"Je pense qu'il y a un risque réel et imminent" que l'extraction commence, malgré "les risques environnementaux importants et les lacunes dans les connaissances", assure à l'AFP Emma Wilson, du groupement d'ONG Deep Sea Conservation Coalition.
Et le traité pour protéger la haute mer, même s'il est adopté lors des négociations qui ont commencé, risque de ne pas changer la donne: il n'entrera pas en vigueur tout de suite et il devra composer avec l'Autorité internationale des fonds marins (AIFM).
Tout reste possible
En vertu de la Convention des Nations unies sur le droit de la mer, cet organisme basé en Jamaïque et ses 167 Etats membres ont la main sur ce "patrimoine commun de l'humanité": le plancher océanique hors eaux territoriales des Etats et les ressources qu'il recèle.
Avec un double mandat jugé irréconciliable pour les ONG: protéger l'environnement profond et y organiser les activités liées aux minerais convoités par les industriels.

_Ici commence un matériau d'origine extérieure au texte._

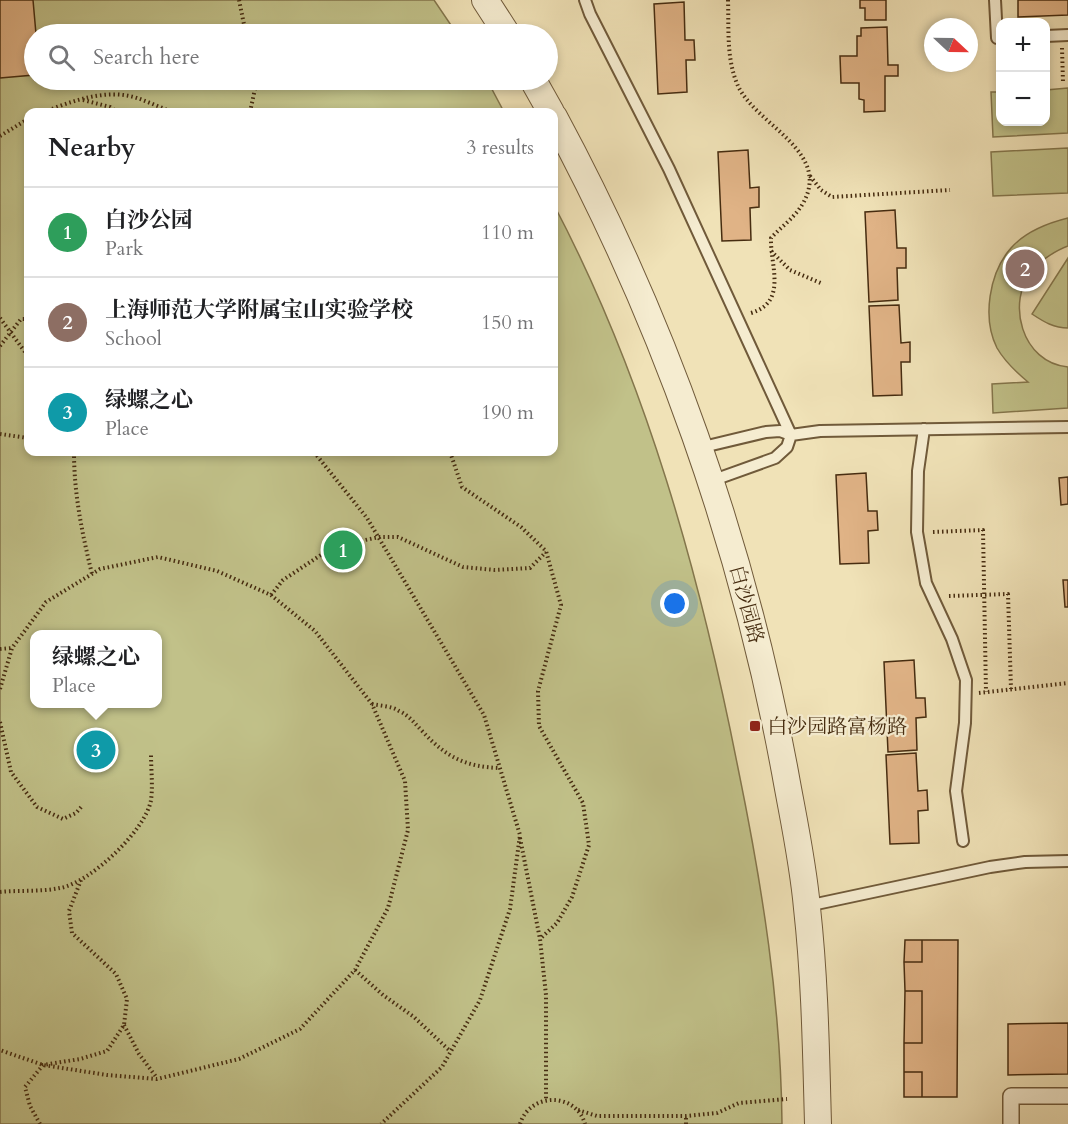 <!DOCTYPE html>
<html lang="en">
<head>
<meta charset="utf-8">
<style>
	:root { --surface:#fff; --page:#f6f6f6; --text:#202124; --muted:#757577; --line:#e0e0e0; --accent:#8f2418 }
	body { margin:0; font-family:Cardo,"Noto Serif SC",serif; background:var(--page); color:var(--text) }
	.controls { position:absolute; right:18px; top:18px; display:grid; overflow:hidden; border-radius:12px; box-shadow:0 3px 9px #0003 }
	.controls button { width:54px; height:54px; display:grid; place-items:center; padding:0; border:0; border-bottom:2px solid var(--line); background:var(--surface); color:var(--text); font:30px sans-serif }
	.compass { position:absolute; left:924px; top:18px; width:54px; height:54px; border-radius:50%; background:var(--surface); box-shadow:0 3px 9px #0003; rotate:112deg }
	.you { position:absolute; left:675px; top:604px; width:21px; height:21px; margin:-15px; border:4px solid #fff; border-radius:50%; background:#1a73e8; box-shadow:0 0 0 9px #1a73e833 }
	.badge { display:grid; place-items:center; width:39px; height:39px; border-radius:50%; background:var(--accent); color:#fff; font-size:20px; font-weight:700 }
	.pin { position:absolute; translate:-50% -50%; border:3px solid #fff; box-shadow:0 2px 6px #0006 }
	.popup { position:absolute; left:30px; top:630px; width:132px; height:78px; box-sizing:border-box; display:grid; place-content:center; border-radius:12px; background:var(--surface); filter:drop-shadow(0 2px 4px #0005); font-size:20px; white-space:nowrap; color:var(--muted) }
	.popup b { font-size:22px; color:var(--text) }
	.popup::after { content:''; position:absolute; left:50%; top:100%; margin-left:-12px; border:12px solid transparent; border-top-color:var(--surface) }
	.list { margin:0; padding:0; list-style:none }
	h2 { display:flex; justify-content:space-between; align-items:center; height:78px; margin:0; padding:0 24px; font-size:26px }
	h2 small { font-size:20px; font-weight:400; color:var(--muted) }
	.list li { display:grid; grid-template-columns:39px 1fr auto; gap:18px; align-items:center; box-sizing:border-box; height:90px; padding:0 24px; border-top:2px solid var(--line) }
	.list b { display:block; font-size:22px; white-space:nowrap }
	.list p { margin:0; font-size:20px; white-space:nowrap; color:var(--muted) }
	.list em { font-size:20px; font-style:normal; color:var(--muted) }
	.icon { flex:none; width:33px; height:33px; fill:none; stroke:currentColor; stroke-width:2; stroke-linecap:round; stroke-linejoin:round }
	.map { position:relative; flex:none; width:1068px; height:1124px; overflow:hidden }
	.search { position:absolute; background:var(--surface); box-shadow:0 3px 9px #0003; left:24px; top:24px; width:534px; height:66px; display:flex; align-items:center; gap:15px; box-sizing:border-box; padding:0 21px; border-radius:33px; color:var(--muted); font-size:22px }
	.panel { position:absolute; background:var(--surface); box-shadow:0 3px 9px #0003; left:24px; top:108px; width:534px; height:348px; border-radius:12px }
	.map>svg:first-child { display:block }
	.green { fill:#c1c189; stroke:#84764c; stroke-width:1.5; fill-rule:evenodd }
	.building { fill:#e0b386; stroke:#462c10; stroke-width:1.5 }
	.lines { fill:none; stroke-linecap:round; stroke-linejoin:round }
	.service-casing { stroke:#705a3a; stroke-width:14 }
	.pedestrian-casing { stroke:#705a3a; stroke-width:18 }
	.tertiary-casing { stroke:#705a3a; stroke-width:28 }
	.path { stroke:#462c10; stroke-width:4; stroke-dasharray:1.5 3; stroke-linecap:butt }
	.service { stroke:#f5ecd0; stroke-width:10 }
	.pedestrian { stroke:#f5ecd0; stroke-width:15 }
	.tertiary { stroke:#f5ecd0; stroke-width:26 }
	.poi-dot { fill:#8f2418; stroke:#f5ecd0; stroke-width:2 }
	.labels { text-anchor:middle; stroke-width:4.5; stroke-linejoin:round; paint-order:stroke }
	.street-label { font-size:20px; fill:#462c10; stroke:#f5ecd0 }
	.poi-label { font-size:20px; fill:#462c10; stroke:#f5ecd0; text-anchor:start }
</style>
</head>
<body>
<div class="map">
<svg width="1068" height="1124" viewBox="0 0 1068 1124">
	<rect width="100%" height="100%" fill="#f0e2b7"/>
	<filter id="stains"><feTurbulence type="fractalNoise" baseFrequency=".00333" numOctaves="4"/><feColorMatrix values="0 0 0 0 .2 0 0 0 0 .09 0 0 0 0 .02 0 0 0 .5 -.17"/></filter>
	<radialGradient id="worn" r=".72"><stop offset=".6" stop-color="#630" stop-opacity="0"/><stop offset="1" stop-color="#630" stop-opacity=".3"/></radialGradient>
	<path class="green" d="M0,0H434L457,34H34V80H487L504,112H28V452H554V205C646,380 700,575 738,768C762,885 781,1004 782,1124H0ZM34,634H158V704H34Z
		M1068,88V133L993,137L991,92H1000V122H1046V90Z
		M1068,148V193L993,196L991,152Z
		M1068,218V246C1057,250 1041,260 1033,269C1005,302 1022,363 1068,367V408L993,413L992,384L1028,382C1016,372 1005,362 997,348C982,318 989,273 1011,248C1025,232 1048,223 1068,218Z
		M1068,258V328C1054,328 1044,322 1032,314Z"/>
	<path class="building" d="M0,0H33L36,34L34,75L0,78Z
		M860,0H886V20H865V8H860Z
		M1018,0H1068V15L1018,17Z
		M684,2L685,40H694L695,60H686L687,92L658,94L654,4Z
		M887,27L888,65H898V76H885V111L864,112V100L859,99V83H841L840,56H857V36H861V28Z
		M748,150L750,188L759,187V207L750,208L751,240L722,241L718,152Z
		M895,210L897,248H906V268H897L898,300L869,302L865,212Z
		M899,305L901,343L910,342V362H901L902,395L873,396L869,306Z
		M866,473L868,511H877L878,530L868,531L869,563L840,564L836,475Z
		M1068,477V504L1061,505L1059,478Z
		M1063,580H1068V607H1065Z
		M914,660L916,698H925L926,717L916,718L917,750L888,752L884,662Z
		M916,753L918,791L927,790L928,810L918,811L919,843L890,844L886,755Z
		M905,940H922V962H904Z
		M922,940H958L957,1097H922V1072H904V1043H922V991H905L904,962H922Z
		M905,991H922V1043H904Z
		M1068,1023V1074L1008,1075V1024Z
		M904,1072H922V1097H904Z"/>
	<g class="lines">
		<defs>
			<path id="service" d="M585,0L590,14L669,169L791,435L787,447L775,458L711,481
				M995,0L997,38H1000
				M1046,36L1068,35
				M924,429L918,471L917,532L926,583L952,639L966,680L965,723L956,791L963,841
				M699,448L766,432L780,431L791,435L820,431L1068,427
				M807,906L990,867L1025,862L1068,861"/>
			<path id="pedestrian" d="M1011,1124V1096H1068"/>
			<path id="tertiary" d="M485,0L507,34
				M533,80L551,112
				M554,117C664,321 743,544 785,772C793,817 803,862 807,908C815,980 816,1052 818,1124"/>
		</defs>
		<use href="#service" class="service-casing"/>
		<use href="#pedestrian" class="pedestrian-casing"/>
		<use href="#tertiary" class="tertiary-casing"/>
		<path class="path" d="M239,0L246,34
			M728,0C729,29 726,59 738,86C757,126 834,152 802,205C794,218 781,227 771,238C770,265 788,302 751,313
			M1062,48L1063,82
			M83,100L110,107L117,112
			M44,112C72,101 107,88 137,98C149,102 161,108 173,112
			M250,112L255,89L253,80
			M0,136L28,119
			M810,176L821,190L832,197L950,190
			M771,251L790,270L823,284
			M0,318L28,356
			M0,346L21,319H28
			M0,434L28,438
			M74,452C74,494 82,533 92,574
			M314,452L367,518L484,715L520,835L510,909L480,1000L442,1067L381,1124
			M450,452L462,487L521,527L546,551L561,605L538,691L539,726L583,803L589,845L572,897L557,923L540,939
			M933,532L983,530L986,692
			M271,595L283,580L333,547L379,537H398L463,567L495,570L530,568L546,552
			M949,596L1008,594L1011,689
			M0,649L12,648
			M0,689L12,648L46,602L100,569L158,557L217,571L271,595L315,631L372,704L405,781L408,830L388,908L355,970L300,1029L239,1059L157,1079L107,1075L43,1065L0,1050
			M979,693L1068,683
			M372,704C381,706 392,706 399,711C410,716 415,724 423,732C446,757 466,767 500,768
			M0,722L11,772L37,807L63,819L76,813L83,805
			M520,838L540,939L546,995V1099
			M0,892C20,890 41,892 60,888C90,883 146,830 151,800C153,786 151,769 151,754
			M355,970L383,995L414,1017L450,1051
			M124,1025L139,1054L157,1078
			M578,1110L597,1116H686L717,1113L739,1103L787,1099
			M40,1124L30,1106L25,1087L43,1065L80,1059L107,1051L124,1025L127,999L116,974L72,933L69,911L81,880
			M520,1124C530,1092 576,1092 585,1124
			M686,1124V1116"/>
		<use href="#service" class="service"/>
		<use href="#pedestrian" class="pedestrian"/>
		<use href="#tertiary" class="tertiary"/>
	</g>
	<rect class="poi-dot" x="749" y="720" width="12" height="12" rx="3"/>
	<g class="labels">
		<g class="street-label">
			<text transform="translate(747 604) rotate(75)" y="7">白沙园路</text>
		</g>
		<g class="poi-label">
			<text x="767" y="733">白沙园路富杨路</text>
		</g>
	</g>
	<rect width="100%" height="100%" filter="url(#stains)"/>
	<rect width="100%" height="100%" fill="url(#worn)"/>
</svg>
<div class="controls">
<button>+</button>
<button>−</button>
</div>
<svg class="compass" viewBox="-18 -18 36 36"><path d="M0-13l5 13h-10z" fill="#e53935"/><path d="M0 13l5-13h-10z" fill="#757577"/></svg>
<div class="you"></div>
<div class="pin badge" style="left:343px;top:550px;background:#2e9e5b">1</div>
<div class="pin badge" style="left:1025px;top:269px;background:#8d6e63">2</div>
<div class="pin badge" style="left:96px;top:750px;background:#0f9aa8">3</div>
<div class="popup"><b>绿螺之心</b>Place</div>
<div class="search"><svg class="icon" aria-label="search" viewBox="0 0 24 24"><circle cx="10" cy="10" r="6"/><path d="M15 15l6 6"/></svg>Search here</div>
<section class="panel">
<h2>Nearby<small>3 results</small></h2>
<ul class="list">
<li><span class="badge" style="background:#2e9e5b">1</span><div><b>白沙公园</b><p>Park</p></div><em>110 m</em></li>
<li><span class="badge" style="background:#8d6e63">2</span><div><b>上海师范大学附属宝山实验学校</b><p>School</p></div><em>150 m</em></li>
<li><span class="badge" style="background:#0f9aa8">3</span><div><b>绿螺之心</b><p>Place</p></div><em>190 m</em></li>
</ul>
</section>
</div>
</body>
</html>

Pour l'instant, les contrats accordés à une trentaine de centres de recherche et d'entreprise ne concernent que l'exploration de zones délimitées.
L'exploitation n'est pas censée commencer avant l'adoption d'un code minier en discussion depuis près de dix ans.
Pavé dans la mare
Mais Nauru, petit Etat insulaire du Pacifique lassé d'attendre un accord, a lancé un pavé dans la mare en déclenchant en juin 2021 une clause permettant de réclamer l'adoption de ces règles d'ici à deux ans.
A l'expiration de cette période, le gouvernement pourra solliciter un contrat d'exploitation pour Nori (Nauru Ocean Resources), filiale du canadien The Metals Company qu'il sponsorise, expliquent des observateurs, s'inquiétant d'un certain flou dans ce processus inédit.
Mettant en avant sa "bonne foi", le gouvernement de Nauru a promis de ne rien faire avant l'assemblée de l'AIFM de juillet, espérant y voir l'adoption du code minier.
"Tout ce que nous demandons, ce sont des acteurs responsables pour mener cette activité, avec des règles", explique à l'AFP Margo Deiye, ambassadrice de Nauru auprès de l'Autorité.
Mais il est "très improbable" que le code soit terminé pour juillet, juge Pradeep Singh, expert en droit de la mer au Research Institute for Sustainability de Potsdam, en Allemagne.
Il y "trop de sujets sur la liste", certains très contentieux comme la part des bénéfices de l'extraction reversée à l'AIFM puis son partage entre les Etats membres, ou les modalités d'évaluation des impacts environnementaux, explique-t-il à l'AFP.
Ainsi le premier contrat d'exploitation pourrait être accordé à Nori, sans code minier, craignent des ONG, dénonçant des procédures "obscures" et une posture "pro-extraction" du secrétariat de l'AIFM.
Accusations "sans fondement", répond à l'AFP son secrétaire général Michael Lodge, qui souligne qu'il revient au conseil de l'organisation (composé de 36 Etats membres) d'octroyer les contrats, non au secrétariat.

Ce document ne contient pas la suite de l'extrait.